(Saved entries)
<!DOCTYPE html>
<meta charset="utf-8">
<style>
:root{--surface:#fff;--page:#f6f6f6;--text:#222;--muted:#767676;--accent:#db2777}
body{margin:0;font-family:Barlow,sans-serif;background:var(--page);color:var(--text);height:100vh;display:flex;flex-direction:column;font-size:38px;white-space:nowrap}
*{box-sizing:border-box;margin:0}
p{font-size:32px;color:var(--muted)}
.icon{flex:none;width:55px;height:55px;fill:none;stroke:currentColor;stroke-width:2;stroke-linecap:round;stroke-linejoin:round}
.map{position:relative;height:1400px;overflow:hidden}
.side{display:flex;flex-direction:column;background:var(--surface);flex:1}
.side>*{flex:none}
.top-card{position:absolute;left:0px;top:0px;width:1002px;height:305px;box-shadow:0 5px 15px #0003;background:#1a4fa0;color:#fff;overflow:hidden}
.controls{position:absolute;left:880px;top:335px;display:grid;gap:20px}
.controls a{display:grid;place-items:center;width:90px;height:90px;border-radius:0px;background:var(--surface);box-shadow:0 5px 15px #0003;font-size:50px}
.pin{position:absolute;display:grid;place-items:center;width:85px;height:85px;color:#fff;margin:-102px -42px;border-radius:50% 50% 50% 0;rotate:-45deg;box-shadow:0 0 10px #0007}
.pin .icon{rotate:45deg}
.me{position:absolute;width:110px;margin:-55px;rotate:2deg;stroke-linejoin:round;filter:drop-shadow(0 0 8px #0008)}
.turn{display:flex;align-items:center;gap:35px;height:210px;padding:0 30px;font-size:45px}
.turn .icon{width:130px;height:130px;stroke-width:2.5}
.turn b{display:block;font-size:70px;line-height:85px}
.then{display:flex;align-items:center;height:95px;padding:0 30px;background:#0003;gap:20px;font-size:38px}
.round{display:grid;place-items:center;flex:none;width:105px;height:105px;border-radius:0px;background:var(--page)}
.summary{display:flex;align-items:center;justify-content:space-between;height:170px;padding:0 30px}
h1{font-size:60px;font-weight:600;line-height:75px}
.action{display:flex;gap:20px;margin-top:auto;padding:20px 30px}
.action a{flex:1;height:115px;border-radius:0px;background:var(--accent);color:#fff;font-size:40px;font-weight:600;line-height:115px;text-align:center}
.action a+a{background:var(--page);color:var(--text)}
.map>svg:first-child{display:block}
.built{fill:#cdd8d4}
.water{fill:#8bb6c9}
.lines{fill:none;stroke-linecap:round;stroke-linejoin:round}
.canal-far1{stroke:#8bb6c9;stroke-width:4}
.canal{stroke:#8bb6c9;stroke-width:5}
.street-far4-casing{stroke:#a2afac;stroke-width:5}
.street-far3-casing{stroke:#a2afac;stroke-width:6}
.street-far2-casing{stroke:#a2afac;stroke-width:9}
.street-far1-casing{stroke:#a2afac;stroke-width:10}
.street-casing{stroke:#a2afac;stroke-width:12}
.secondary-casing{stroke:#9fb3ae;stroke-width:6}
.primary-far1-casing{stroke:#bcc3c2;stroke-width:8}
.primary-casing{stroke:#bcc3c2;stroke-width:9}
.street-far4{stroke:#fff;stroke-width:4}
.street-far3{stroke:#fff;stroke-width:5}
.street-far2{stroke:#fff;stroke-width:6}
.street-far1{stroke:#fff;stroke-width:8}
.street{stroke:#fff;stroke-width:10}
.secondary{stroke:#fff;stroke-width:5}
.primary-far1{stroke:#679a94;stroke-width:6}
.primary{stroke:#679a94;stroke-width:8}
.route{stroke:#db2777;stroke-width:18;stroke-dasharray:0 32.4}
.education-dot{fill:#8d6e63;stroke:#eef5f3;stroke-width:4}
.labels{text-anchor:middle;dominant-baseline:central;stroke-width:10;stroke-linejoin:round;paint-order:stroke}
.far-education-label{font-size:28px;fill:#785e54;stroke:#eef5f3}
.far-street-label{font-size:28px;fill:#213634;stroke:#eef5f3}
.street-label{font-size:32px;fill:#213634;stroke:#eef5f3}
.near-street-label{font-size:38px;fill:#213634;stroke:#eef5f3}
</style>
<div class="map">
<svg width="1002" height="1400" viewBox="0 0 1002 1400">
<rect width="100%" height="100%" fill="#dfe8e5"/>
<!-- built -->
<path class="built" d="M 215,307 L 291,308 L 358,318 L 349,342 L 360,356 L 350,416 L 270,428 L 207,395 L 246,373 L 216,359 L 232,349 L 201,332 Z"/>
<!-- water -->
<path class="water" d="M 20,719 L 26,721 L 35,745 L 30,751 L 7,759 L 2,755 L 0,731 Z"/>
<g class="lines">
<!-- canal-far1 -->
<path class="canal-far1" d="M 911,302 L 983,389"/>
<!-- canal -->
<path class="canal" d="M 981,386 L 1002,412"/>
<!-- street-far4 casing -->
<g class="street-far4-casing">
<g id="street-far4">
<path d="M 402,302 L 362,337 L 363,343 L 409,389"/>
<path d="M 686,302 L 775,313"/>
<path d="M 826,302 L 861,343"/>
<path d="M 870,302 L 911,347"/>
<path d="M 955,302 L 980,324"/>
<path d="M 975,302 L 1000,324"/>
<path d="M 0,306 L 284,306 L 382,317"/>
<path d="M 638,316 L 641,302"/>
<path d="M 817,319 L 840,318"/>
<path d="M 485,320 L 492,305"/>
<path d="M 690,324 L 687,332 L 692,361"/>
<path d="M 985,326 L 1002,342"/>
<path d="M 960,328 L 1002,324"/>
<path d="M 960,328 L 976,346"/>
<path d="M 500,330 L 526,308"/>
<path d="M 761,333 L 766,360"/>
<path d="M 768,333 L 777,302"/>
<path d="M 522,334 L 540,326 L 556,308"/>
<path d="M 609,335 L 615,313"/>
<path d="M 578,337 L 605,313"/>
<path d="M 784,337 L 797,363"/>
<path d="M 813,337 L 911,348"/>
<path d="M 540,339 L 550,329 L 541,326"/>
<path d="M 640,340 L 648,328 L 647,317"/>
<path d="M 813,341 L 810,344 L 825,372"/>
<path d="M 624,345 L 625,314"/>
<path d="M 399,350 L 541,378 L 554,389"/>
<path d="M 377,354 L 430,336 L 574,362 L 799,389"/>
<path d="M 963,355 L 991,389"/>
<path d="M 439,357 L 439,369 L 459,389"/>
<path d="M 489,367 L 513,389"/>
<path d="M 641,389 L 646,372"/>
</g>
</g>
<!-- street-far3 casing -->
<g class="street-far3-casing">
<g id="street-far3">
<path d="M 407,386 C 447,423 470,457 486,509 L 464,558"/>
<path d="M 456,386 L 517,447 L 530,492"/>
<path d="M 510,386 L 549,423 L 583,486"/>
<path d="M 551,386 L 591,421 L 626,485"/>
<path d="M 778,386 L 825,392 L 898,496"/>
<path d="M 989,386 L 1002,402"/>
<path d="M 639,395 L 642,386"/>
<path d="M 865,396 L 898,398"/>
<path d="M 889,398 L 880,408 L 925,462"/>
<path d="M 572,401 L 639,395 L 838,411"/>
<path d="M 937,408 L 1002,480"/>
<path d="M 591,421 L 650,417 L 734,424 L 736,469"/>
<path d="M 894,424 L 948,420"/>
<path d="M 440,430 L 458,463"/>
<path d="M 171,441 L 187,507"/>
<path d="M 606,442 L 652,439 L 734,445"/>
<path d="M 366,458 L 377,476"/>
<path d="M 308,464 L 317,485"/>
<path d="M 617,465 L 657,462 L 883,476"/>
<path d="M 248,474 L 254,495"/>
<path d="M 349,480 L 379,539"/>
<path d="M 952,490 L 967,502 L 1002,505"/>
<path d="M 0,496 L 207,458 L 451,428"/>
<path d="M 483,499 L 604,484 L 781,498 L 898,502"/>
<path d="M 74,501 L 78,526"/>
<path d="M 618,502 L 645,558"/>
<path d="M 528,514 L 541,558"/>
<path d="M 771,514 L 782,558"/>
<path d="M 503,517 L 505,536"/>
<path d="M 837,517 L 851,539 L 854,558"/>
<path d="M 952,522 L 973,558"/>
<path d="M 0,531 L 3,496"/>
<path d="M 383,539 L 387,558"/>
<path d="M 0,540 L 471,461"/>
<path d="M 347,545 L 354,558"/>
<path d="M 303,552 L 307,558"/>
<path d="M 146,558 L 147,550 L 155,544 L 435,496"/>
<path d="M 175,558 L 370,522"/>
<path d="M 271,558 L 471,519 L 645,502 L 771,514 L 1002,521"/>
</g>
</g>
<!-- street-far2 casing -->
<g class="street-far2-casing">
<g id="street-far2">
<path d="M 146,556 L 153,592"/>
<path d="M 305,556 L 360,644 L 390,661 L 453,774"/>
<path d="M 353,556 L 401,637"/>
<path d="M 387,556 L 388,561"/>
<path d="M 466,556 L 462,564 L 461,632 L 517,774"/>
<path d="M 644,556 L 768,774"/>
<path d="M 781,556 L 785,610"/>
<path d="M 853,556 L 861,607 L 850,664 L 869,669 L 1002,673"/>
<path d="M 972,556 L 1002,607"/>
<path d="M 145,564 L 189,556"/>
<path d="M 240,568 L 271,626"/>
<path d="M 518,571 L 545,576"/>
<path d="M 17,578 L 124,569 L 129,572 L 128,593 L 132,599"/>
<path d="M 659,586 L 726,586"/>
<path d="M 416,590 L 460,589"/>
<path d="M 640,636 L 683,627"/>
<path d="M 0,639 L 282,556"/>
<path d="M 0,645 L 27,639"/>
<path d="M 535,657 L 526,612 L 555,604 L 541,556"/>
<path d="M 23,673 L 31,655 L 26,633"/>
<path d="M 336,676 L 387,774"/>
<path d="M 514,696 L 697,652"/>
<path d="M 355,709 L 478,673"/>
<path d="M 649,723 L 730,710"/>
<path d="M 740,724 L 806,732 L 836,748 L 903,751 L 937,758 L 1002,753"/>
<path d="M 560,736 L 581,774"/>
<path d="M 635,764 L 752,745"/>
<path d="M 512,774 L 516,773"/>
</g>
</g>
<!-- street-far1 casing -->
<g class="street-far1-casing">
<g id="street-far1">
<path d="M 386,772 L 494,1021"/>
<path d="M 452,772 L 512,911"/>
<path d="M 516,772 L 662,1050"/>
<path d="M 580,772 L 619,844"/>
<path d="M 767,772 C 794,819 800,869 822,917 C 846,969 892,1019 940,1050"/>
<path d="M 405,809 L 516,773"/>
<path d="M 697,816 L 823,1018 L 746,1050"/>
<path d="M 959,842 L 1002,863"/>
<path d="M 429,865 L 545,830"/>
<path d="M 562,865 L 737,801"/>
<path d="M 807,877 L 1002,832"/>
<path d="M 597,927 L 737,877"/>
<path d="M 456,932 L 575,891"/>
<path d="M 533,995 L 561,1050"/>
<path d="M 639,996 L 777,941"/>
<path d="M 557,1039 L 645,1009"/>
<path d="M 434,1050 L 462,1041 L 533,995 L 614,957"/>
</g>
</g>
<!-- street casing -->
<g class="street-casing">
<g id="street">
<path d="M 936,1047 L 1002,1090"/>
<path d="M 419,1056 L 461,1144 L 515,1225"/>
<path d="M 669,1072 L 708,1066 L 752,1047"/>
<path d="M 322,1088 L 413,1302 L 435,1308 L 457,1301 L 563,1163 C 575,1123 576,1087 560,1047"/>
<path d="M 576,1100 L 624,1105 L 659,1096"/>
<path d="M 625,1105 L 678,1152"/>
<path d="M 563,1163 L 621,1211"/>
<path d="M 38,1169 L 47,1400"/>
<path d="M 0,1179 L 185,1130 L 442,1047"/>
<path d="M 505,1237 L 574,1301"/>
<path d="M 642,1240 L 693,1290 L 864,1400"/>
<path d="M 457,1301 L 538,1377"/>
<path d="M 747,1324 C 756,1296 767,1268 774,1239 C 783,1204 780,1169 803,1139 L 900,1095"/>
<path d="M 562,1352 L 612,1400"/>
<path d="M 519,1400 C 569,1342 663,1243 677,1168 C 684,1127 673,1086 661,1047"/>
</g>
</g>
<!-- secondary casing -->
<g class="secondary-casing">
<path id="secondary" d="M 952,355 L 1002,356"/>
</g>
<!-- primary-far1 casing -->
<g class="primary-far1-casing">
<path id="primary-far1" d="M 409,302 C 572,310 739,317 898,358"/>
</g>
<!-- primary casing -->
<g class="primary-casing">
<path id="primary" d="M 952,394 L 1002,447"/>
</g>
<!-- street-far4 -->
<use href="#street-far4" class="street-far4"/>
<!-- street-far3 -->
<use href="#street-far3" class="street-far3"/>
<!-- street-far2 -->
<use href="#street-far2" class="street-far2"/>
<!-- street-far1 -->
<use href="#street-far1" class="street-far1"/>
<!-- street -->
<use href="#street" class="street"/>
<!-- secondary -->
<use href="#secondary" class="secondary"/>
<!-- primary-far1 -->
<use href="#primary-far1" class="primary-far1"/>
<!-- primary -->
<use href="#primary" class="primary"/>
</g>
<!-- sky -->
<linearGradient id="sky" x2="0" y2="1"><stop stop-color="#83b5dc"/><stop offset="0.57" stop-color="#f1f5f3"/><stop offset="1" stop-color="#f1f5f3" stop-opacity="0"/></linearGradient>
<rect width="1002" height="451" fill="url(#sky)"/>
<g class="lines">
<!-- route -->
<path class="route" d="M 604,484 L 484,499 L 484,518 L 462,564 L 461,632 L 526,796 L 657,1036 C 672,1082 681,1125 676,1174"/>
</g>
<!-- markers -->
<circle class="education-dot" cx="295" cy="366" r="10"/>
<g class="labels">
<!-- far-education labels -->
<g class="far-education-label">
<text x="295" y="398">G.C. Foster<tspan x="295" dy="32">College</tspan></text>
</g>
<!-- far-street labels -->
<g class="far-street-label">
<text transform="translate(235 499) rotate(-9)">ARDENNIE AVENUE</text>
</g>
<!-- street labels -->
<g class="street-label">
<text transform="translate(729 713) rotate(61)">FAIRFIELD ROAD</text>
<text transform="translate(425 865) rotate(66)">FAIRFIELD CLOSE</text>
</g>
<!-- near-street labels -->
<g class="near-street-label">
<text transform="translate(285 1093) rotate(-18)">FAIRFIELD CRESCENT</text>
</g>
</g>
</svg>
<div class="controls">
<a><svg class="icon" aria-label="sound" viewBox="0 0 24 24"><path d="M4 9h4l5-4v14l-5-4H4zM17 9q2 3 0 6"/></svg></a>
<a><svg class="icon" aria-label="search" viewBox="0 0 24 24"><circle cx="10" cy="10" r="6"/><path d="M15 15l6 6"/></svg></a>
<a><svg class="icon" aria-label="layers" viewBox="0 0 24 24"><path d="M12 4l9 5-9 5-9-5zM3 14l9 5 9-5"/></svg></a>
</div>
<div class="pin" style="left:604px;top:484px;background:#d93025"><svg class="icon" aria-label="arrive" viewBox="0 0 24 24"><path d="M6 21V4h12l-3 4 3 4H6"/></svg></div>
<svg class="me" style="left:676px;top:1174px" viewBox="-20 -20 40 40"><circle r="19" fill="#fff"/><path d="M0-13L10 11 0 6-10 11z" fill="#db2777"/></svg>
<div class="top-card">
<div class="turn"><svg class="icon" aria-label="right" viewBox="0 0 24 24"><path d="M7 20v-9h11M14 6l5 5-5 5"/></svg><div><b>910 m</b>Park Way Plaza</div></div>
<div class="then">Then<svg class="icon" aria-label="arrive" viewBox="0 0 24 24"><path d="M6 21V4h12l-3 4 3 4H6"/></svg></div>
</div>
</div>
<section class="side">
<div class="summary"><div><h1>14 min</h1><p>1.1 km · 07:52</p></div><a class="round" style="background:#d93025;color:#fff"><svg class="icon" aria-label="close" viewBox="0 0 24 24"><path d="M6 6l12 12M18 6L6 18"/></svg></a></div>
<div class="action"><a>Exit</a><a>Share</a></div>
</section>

» **The task**: Only lines with the word "hidden" count here; copy every one from the records.

» **Your response**:
.map{position:relative;height:1400px;overflow:hidden}
.top-card{position:absolute;left:0px;top:0px;width:1002px;height:305px;box-shadow:0 5px 15px #0003;background:#1a4fa0;color:#fff;overflow:hidden}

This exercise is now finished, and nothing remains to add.